Latvian-born AI and longevity researcher

Alex Zhavoronkov (born Aleksandrs Zavoronkovs) is a Latvian-born scientist and author working in biotechnology, regenerative medicine, and aging economics. He is the founder and CEO of Insilico Medicine, and, as of 2024, is the director of the Biogerontology Research Foundation, a UK-based think-tank for aging research. Zhavoronkov has published a substantial number of papers, and books including The Ageless Generation: How Advances in Biomedicine Will Transform the Global Economy.

==Biography==
===Early life, education, and career===
Born in Latvia, Zhavoronkov received two bachelor's degrees from Queen's University, and worked in graphics processing before moving to the biotechnology field. He received a master's degree in biotechnology from Johns Hopkins University, and a PhD in physics and mathematics from Moscow State University. In the mid-2010s, he was an adjunct professor at the Moscow Institute of Physics and Technology. As of 2024, he was an adjunct professor of artificial intelligence at the Buck Institute for Research on Aging. Zhavoronkov was named as a co-inventor on a patent issued in May 2013 for "systems and methods for communicating with a computer using brain activity patterns".

===AI and medical research===
In 2014, Zhavoronkov began work towards using "massive data sets and Al to significantly speed up the drug discovery process", and established Insilico at Johns Hopkins University in Baltimore. Tony Robbins and Peter Diamandis were early investors in Zhavoronkov's efforts. Robbins wrote of Zhavoronkov that "researchers had been using GANs to do things like design new objects or create one-of-a-kind, fake human faces, but Zhavoronkov wanted to apply them to pharmacology".

In November 2017, Zhavoronkov proposed the application of the deep learning techniques and blockchain technology for managing human life data.

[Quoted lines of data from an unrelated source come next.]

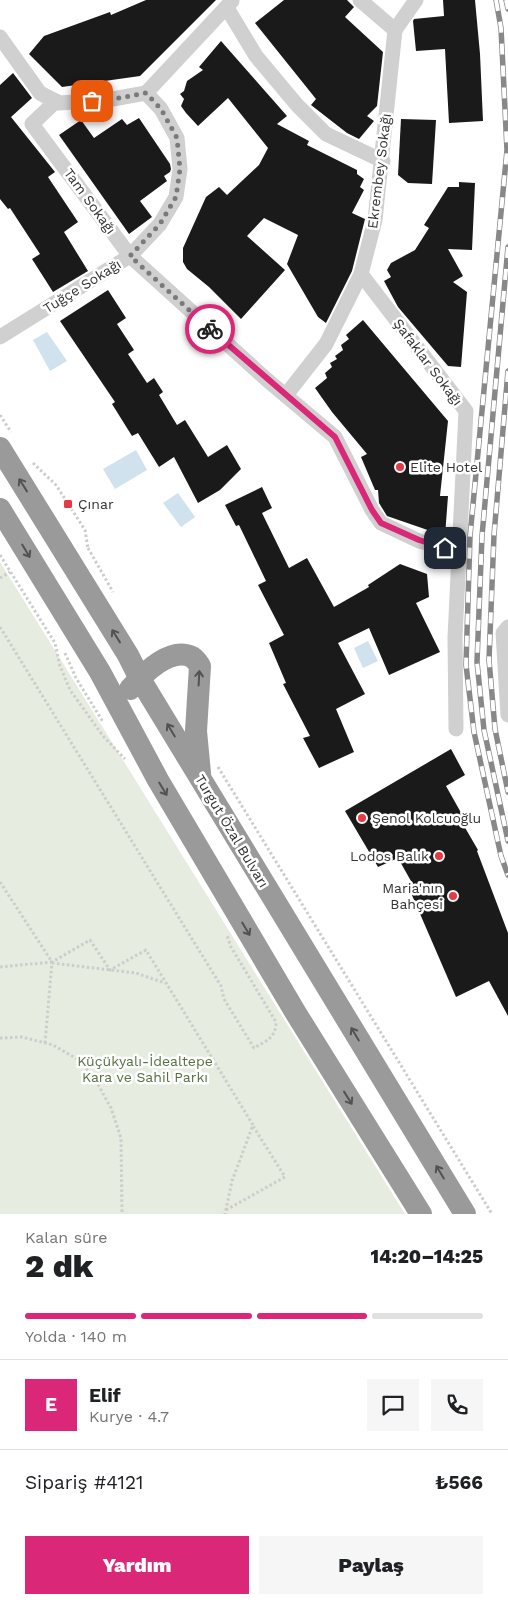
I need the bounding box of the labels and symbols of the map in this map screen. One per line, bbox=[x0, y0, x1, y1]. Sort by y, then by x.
pin bbox=[71, 80, 113, 122]
street label: Ekrembey Sokağı bbox=[364, 112, 394, 230]
street label: Tam Sokağı bbox=[61, 165, 119, 237]
street label: Tuğçe Sokağı bbox=[40, 256, 124, 316]
courier bbox=[185, 304, 235, 354]
street label: Şafaklar Sokağı bbox=[390, 316, 466, 408]
place label: Elite Hotel bbox=[410, 459, 483, 475]
marker: Elite Hotel bbox=[394, 461, 406, 473]
one-way arrow bbox=[17, 478, 28, 492]
place label: Çınar bbox=[78, 496, 114, 512]
marker: Çınar bbox=[62, 498, 74, 510]
pin bbox=[424, 527, 466, 569]
one-way arrow bbox=[21, 543, 31, 557]
one-way arrow bbox=[111, 630, 121, 644]
one-way arrow bbox=[195, 670, 204, 686]
one-way arrow bbox=[165, 724, 175, 738]
street label: Turgut Özal Bulvarı bbox=[192, 772, 272, 890]
one-way arrow bbox=[158, 781, 168, 796]
place label: Şenol Kolcuoğlu bbox=[372, 810, 481, 826]
marker: Şenol Kolcuoğlu bbox=[356, 812, 368, 824]
place label: Lodos Balık bbox=[350, 848, 429, 864]
marker: Lodos Balık bbox=[433, 850, 445, 862]
place label: Maria'nın Bahçesi bbox=[382, 880, 443, 912]
marker: Maria'nın Bahçesi bbox=[447, 890, 459, 902]
one-way arrow bbox=[241, 921, 251, 935]
one-way arrow bbox=[350, 1027, 360, 1041]
park label: Küçükyalı-İdealtepe Kara ve Sahil Parkı bbox=[77, 1053, 213, 1085]
one-way arrow bbox=[344, 1090, 354, 1104]
one-way arrow bbox=[434, 1166, 444, 1180]

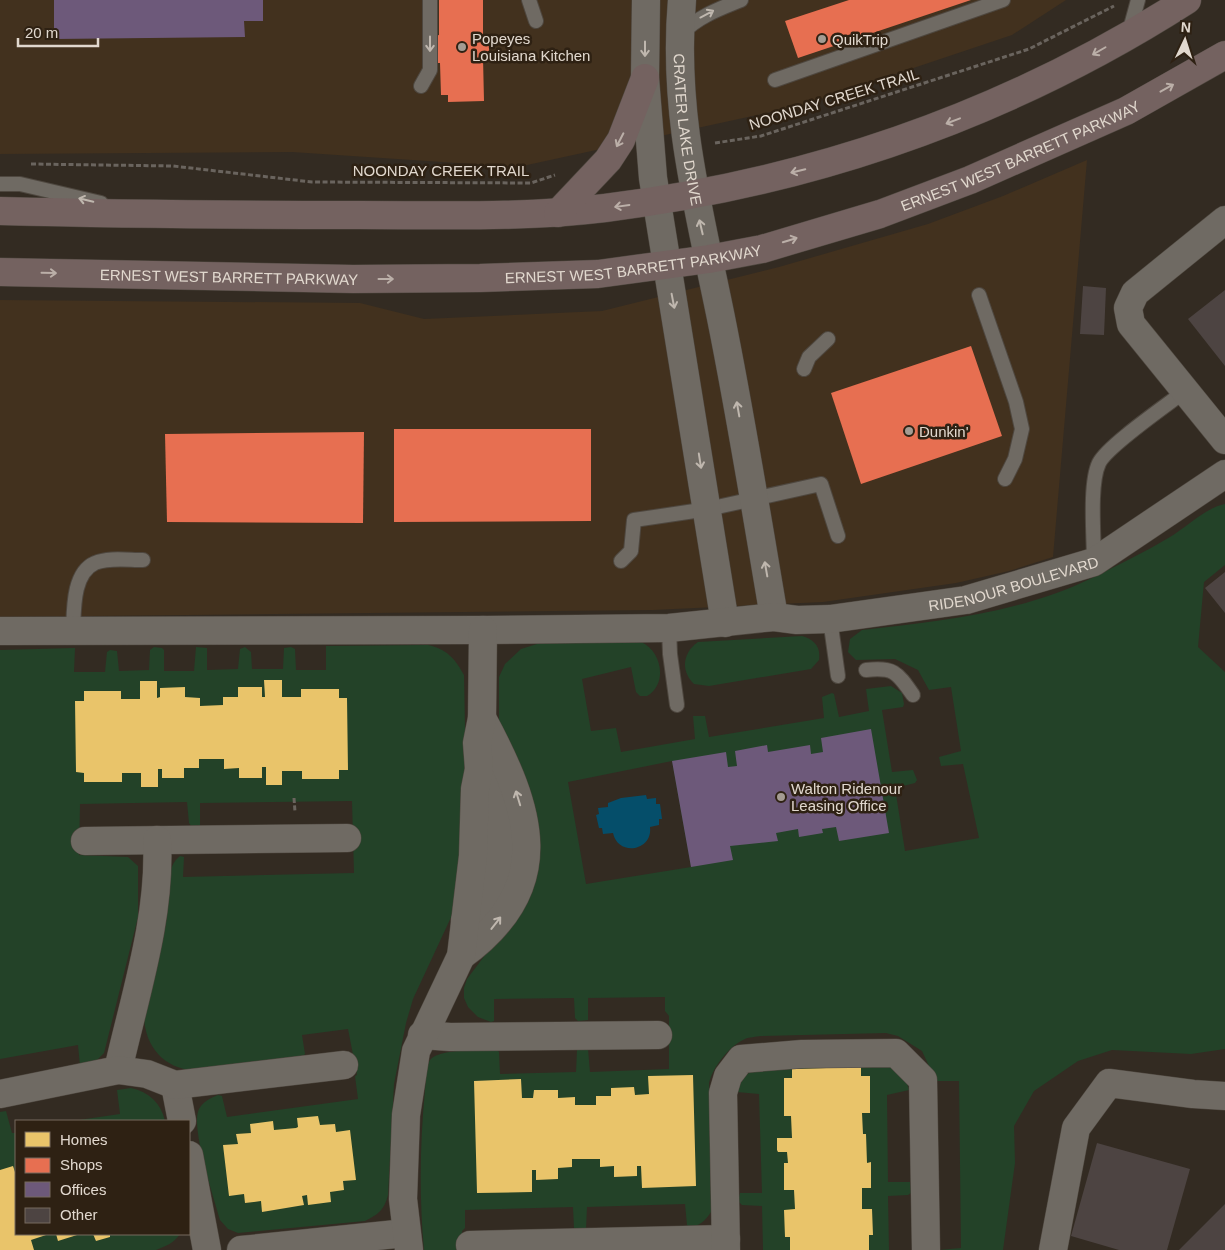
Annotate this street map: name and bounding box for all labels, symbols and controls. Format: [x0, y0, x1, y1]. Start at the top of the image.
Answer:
one-way arrow [699, 9, 714, 18]
scale bar [18, 15, 98, 47]
north arrow [1160, 15, 1210, 65]
text: N [1180, 19, 1192, 35]
text: 20 m [25, 24, 58, 41]
place label: Popeyes Louisiana Kitchen [472, 30, 590, 64]
place label: QuikTrip [832, 31, 888, 48]
marker: QuikTrip [816, 33, 828, 45]
one-way arrow [425, 36, 435, 52]
one-way arrow [640, 40, 650, 56]
marker: Popeyes Louisiana Kitchen [456, 41, 468, 53]
one-way arrow [1093, 47, 1107, 57]
street label: CRATER LAKE DRIVE [671, 53, 706, 207]
street label: NOONDAY CREEK TRAIL [747, 65, 921, 133]
one-way arrow [1159, 83, 1174, 92]
street label: ERNEST WEST BARRETT PARKWAY [898, 97, 1143, 214]
one-way arrow [946, 117, 961, 127]
one-way arrow [615, 132, 625, 147]
street label: NOONDAY CREEK TRAIL [353, 162, 529, 179]
one-way arrow [791, 166, 807, 176]
one-way arrow [79, 195, 95, 204]
one-way arrow [614, 201, 630, 211]
one-way arrow [696, 219, 705, 235]
one-way arrow [782, 235, 798, 245]
street label: ERNEST WEST BARRETT PARKWAY [504, 241, 763, 286]
street label: ERNEST WEST BARRETT PARKWAY [100, 265, 358, 288]
one-way arrow [40, 268, 56, 277]
one-way arrow [378, 274, 394, 283]
one-way arrow [669, 292, 679, 308]
one-way arrow [732, 401, 742, 417]
place label: Dunkin' [919, 423, 969, 440]
marker: Dunkin' [903, 425, 915, 437]
one-way arrow [696, 452, 706, 468]
street label: RIDENOUR BOULEVARD [927, 553, 1101, 614]
one-way arrow [761, 561, 771, 577]
place label: Walton Ridenour Leasing Office [791, 780, 902, 814]
one-way arrow [513, 790, 523, 806]
marker: Walton Ridenour Leasing Office [775, 791, 787, 803]
one-way arrow [491, 916, 501, 930]
legend [15, 1120, 190, 1235]
text: Homes [60, 1131, 108, 1148]
text: Shops [60, 1156, 103, 1173]
text: Offices [60, 1181, 106, 1198]
text: Other [60, 1206, 98, 1223]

In 2022, Zhavoronkov participated in a round of financing for Insilico Medicine that raised $60 million for the venture. Zhavoronkov asserted at the time that the industry was "in 'biotechnology winter' where many companies are running out of cash and are dying", and that his fundraising was positioning the company for a coming "biotech spring". AI writer Calum Chace described Zhavoronkov at the time as well known within the longevity community "for his relentless focus". In February 2023, Wesley J. Smith, writing for National Review, sharply criticized comments by Zhavoronkov, who had observed that organ transplants used to facilitate life extension could someday be provided by using human clones generated without cognitive functions.

In June 2023, Zhavoronkov led Insilico's development of what he described as "the first fully generative AI drug to reach human clinical trials, and specifically Phase II trials with patients". In 2024, he moved the headquarters of the company to Boston, Massachusetts.

===Other AI and internet activities===
In 2016, Zhavoronkov was the chief science officer for Beauty.AI, an artificial intelligence technology that evaluate people's external appearance through certain algorithms. In this role, he responded to concerns about ethnic bias in results generated by the platform by attributing them to a lack of data provided to it.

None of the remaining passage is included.